Ela perdeu o emprego fixo como doméstica no início da pandemia. Agora, quando dá sorte, consegue trabalhar quatro vezes por semana como diarista e complementa a renda distribuindo panfletos na rua.
"Trabalhei com um único patrão por mais de 15 anos, mas eles também ficaram com desempregados na família e tiveram que me demitir. Agora está mais difícil de conseguir emprego e não vejo sinais de melhora", conta.
No segundo trimestre de 2021, a taxa de desemprego entre trabalhadores identificados como negros e pardos era de 16,2%, enquanto a dos brancos estava em 11,7%, segundo dados da Pnad (Pesquisa Nacional por Amostra de Domicílios) Contínua, do IBGE, compilados a pedido da Folha pela consultoria IDados.
Quando se olha para o desemprego que se arrasta por mais tempo, acima de dois anos, os trabalhadores negros também acabam figurando entre os maiores números. São 2,5 milhões ante 1,4 milhão de brancos.
"A trajetória até chegar ao mercado de trabalho costuma ser muito mais difícil e cheia de desafios para os trabalhadores negros. As crianças brancas são, proporcionalmente, maioria na pré-escola, e mães brancas têm mais oportunidade de continuar trabalhando, sem ter de enfrentar os mesmos riscos de insegurança alimentar", diz o economista Bruno Ottoni, da IDados.
Ele ressalta que a posição no mercado de trabalho, muitas vezes, acaba funcionando como um resumo das barreiras e dificuldades que os trabalhadores enfrentaram ao longo da vida.
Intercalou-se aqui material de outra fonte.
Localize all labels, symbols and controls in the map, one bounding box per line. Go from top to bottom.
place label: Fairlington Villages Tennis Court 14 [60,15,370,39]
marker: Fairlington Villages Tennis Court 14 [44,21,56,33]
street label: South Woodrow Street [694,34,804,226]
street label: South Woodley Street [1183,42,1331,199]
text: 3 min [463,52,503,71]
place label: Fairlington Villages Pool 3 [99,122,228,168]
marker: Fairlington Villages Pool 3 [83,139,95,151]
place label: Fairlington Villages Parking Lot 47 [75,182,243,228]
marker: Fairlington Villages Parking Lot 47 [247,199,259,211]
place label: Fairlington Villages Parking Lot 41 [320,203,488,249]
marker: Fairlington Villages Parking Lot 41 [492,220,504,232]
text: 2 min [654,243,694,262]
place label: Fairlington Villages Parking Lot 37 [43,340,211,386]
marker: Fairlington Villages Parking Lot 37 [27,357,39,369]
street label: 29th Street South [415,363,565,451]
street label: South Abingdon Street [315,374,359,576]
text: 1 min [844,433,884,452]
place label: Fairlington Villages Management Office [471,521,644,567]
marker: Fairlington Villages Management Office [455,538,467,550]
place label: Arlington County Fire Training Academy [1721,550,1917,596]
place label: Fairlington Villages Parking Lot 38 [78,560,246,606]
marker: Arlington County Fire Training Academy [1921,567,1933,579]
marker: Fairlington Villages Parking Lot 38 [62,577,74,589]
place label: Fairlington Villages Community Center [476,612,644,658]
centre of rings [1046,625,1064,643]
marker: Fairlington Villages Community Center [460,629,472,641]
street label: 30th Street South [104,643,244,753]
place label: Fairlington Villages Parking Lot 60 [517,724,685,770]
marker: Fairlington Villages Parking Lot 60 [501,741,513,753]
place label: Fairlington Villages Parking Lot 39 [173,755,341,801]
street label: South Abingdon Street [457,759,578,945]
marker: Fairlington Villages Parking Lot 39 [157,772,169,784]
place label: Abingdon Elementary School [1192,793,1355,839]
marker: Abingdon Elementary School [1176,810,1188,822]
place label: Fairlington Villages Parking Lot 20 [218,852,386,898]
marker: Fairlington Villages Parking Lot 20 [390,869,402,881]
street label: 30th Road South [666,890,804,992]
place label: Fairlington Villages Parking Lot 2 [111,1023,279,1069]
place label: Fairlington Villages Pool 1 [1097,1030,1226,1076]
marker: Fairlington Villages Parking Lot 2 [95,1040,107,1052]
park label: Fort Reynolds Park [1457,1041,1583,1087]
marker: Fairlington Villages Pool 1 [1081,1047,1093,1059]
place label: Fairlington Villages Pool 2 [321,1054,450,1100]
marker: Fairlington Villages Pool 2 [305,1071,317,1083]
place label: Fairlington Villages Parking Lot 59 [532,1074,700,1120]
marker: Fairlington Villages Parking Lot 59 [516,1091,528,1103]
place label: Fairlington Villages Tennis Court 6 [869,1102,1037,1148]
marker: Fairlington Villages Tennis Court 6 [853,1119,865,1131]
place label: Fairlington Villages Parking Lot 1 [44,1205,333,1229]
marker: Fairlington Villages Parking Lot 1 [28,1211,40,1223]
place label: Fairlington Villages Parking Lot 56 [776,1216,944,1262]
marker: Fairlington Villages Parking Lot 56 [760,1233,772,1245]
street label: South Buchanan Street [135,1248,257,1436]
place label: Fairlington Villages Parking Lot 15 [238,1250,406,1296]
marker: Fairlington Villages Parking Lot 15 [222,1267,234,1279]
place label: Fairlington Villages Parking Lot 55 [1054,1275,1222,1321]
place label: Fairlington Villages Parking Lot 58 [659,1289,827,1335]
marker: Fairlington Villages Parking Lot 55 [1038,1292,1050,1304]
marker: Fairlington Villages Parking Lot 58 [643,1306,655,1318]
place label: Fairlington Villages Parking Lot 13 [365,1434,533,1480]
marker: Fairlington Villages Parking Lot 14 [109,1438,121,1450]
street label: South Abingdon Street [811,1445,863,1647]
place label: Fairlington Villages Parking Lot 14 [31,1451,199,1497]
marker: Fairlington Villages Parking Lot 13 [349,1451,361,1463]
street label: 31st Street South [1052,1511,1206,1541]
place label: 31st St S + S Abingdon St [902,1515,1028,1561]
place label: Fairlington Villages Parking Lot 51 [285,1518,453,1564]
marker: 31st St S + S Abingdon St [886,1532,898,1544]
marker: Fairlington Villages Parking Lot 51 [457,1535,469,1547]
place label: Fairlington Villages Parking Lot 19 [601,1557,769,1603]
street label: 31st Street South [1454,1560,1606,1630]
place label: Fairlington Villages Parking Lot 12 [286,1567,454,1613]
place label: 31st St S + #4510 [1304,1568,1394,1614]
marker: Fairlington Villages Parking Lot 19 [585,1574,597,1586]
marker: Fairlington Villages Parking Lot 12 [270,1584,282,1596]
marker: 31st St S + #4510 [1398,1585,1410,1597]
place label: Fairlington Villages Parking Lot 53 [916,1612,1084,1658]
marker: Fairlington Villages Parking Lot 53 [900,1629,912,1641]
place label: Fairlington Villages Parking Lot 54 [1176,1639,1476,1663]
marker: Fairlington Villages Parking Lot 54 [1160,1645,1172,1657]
O acesso a escolas de qualidade mais baixa e a uma alimentação inadequada acaba se perpetuando no histórico da família.
"As políticas implementadas ajudam, mas não resolvem. Lá no fim, depois de tudo, muitos trabalhadores negros chegam ao mercado de trabalho, após terem passado por ensino médio ruim, vindos de famílias com baixa renda e em situação de insegurança alimentar."
Ottoni acrescenta que uma saída para que essa desvantagem não se perpetue seria replicar em todo o país experiências de sucesso, como o das escolas públicas no Ceará, que conseguiram dar um salto de qualidade nos últimos anos.
Francisco Menezes, analista de Políticas da ActionAid, lembra que é impossível separar o cenário atual de desigualdade no acesso dos negros a trabalhos de melhor qualidade da herança histórica escravista e colonial, que fez com que o processo de emancipação dessa parcela da população fosse mais formal do que efetivo.
"Ocorreu também uma destruição de políticas públicas dirigidas para a segurança alimentar, que eram as que amparavam a população mais vulnerável, em sua maioria negra, como a política de construção de cisternas no semiárido", diz.
Os analistas também lembram que em uma situação de crise sanitária e econômica sem precedentes e sem perspectiva de retomada muito rápida, as ações tomadas pelo governo para reduzir o impacto sobre os mais pobres tornam-se ainda mais importantes.
Para Gauto, embora o auxílio emergencial tenha ajudado muitas famílias, sobretudo ao longo de 2020, algumas ações do governo aumentaram a sensação de insegurança, como a retirada do benefício no fim do ano passado e a volta quatro meses depois, com um valor menor.
"Além disso, a inflação também tem cor, por pesar mais sobre os mais pobres. Do aluguel ao gás de cozinha, a disparada de preços ajuda a perpetuar desigualdades. Alguém tem dúvida de que o maior número de pessoas em situação de rua nas grandes cidades também é algo que poderia ser aliviado com políticas públicas bem formuladas?", questiona ela.